Abstract

Flipping is a local and efficient operation to construct the convex hull in an incremental fashion. However, it is known that the traditional flip algorithm is not able to compute the convex hull when applied to a polyhedron in R3. Our novel Flip-Flop algorithm is a variant of the flip algorithm. It overcomes the deficiency of the traditional one to always compute the convex hull of a given star-shaped polyhedron with provable correctness. Applying this to construct convex hull of a point set in R3, we develop ffHull, a flip algorithm that allows nonrestrictive insertion of many vertices before any flipping of edges.
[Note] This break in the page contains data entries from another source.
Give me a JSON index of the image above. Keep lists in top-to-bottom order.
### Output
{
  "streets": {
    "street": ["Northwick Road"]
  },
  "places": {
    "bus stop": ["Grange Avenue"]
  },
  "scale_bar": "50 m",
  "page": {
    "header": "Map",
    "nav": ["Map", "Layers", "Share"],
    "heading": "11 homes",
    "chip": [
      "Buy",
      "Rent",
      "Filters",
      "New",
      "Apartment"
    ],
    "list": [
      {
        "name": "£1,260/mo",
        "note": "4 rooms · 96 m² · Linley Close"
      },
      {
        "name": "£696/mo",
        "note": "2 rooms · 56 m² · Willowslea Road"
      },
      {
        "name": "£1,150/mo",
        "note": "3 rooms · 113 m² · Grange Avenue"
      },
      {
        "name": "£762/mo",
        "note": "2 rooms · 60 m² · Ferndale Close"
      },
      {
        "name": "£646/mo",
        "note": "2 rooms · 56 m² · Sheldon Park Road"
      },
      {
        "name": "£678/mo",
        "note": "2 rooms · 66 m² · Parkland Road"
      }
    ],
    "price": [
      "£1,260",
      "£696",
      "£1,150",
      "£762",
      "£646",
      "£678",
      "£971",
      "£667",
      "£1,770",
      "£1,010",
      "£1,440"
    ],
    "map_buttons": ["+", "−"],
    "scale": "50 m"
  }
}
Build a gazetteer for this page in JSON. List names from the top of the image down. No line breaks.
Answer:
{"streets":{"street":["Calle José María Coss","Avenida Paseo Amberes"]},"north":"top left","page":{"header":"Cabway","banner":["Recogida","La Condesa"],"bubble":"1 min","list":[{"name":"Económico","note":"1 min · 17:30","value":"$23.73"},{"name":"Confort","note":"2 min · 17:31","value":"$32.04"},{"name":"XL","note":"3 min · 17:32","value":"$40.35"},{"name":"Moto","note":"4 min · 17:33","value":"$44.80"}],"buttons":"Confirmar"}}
This is unlike the well-known incremental fashion of strictly alternating between inserting a single vertex and flipping. The new approach is not only simpler and more efficient for CPU implementation but also maps well to the massively parallel nature of the modern GPU. As shown in our experiments, ffHull running on the CPU is as fast as the best-known convex hull implementation, qHull. As for the GPU, ffHull also outperforms all known prior work. From this, we further obtain the first known solution to computing the 2D regular triangulation on the GPU.

CR Categories

I.3.5 [Computer Graphics]: Computational Geometry and Object Modelling - Geometric algorithms I.3.1 [Computer Graphics]: Hardware Architecture - Graphics processors

Keywords

Lawson's flip, flipping, regular triangulation, Delaunay triangulation, incremental insertion, GPGPU

Animated Poster (click to navigate)

Paper: flipflop.pdf (625K) in I3D 2013.

See TVCG vol. 23(2), 1056-1069, 2017 for latest update.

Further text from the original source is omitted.